Los ataques sexuales que la Fiscalía detalló
La violencia psicológica escaló al plano físico. El primer ataque ocurrió cuando Morales la abordó por la espalda, tocó sus partes íntimas sin consentimiento y le espetó una frase degradante. En septiembre de 2024, ante la negativa constante de la mujer, comenzó a forzar 'picos' sin su consentimiento. En noviembre de ese año, encontrándose a solas, se abalanzó sobre ella en un nuevo ataque sexual. Luego le pidió disculpas por mensaje, pero acompañado de una 'invitación desafortunada'.
El quiebre y la denuncia
El calvario tuvo un punto de inflexión el 9 de marzo, cuando ocurrió un nuevo episodio de hostigamiento. La víctima rompió el silencio: primero se lo comunicó al director del CEFOCCA, Roberto Mancinelli, y el 13 de marzo radicó la denuncia formal ante la Oficina por la Igualdad de Género de la UNSJ. Dos días después, acudió a la UFI CAVIG.
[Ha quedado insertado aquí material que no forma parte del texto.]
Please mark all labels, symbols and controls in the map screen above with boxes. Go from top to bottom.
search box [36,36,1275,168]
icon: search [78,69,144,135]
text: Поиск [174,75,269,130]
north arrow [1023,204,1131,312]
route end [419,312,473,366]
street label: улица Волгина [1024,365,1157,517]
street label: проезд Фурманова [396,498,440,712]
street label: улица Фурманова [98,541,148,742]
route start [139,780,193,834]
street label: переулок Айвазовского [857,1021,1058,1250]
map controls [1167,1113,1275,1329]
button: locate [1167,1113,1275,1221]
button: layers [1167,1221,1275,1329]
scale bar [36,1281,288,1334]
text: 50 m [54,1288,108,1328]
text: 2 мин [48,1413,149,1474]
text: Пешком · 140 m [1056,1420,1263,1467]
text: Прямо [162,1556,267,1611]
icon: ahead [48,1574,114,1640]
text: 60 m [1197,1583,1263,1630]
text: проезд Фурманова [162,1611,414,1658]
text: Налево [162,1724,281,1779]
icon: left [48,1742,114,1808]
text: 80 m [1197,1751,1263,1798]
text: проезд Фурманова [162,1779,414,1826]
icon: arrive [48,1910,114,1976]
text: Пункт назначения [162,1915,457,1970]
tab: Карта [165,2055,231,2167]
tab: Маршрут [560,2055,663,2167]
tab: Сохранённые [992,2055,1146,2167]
Como medida preventiva, la universidad separó los turnos: la denunciante continúa por la mañana, mientras que Morales fue relegado al turno tarde.
Pruebas digitales y un testimonio clave
Durante la audiencia, la fiscal presentó conversaciones de WhatsApp donde Morales insistía a pesar de que la víctima le dejaba claro que solo mantenían un vínculo laboral. Un dato relevante: Morales eliminaba sistemáticamente los mensajes que enviaba.
Además, una amiga de la víctima declaró haber sufrido un patrón de acoso similar: Morales organizó una falsa entrevista de trabajo en una estación de servicio con la promesa de hacerla ingresar a la UNSJ, situación que derivó en un nuevo hostigamiento.
La defensa minimizó los hechos
El abogado de Morales, José Beltrán, negó rotundamente el abuso de poder y la violencia sexual, calificando los hechos como un simple 'histeriqueo entre compañeros'. Incluso acusó a la Fiscalía de perder objetividad por el 'énfasis' puesto en el relato. Sin embargo, no se opuso al plazo de 9 meses para la investigación y adelantó que su cliente entregará su teléfono voluntariamente para peritar los mensajes. También deslizó que existe un 'móvil oculto' detrás de la denuncia.
Las medidas impuestas por la Justicia
El juez Mariano Carrera dictó medidas de coerción morigeradas: Morales permanecerá en libertad pero tiene prohibido acercarse a la víctima a menos de 300 metros, comunicarse con ella por cualquier vía y realizar actos que entorpezcan la investigación.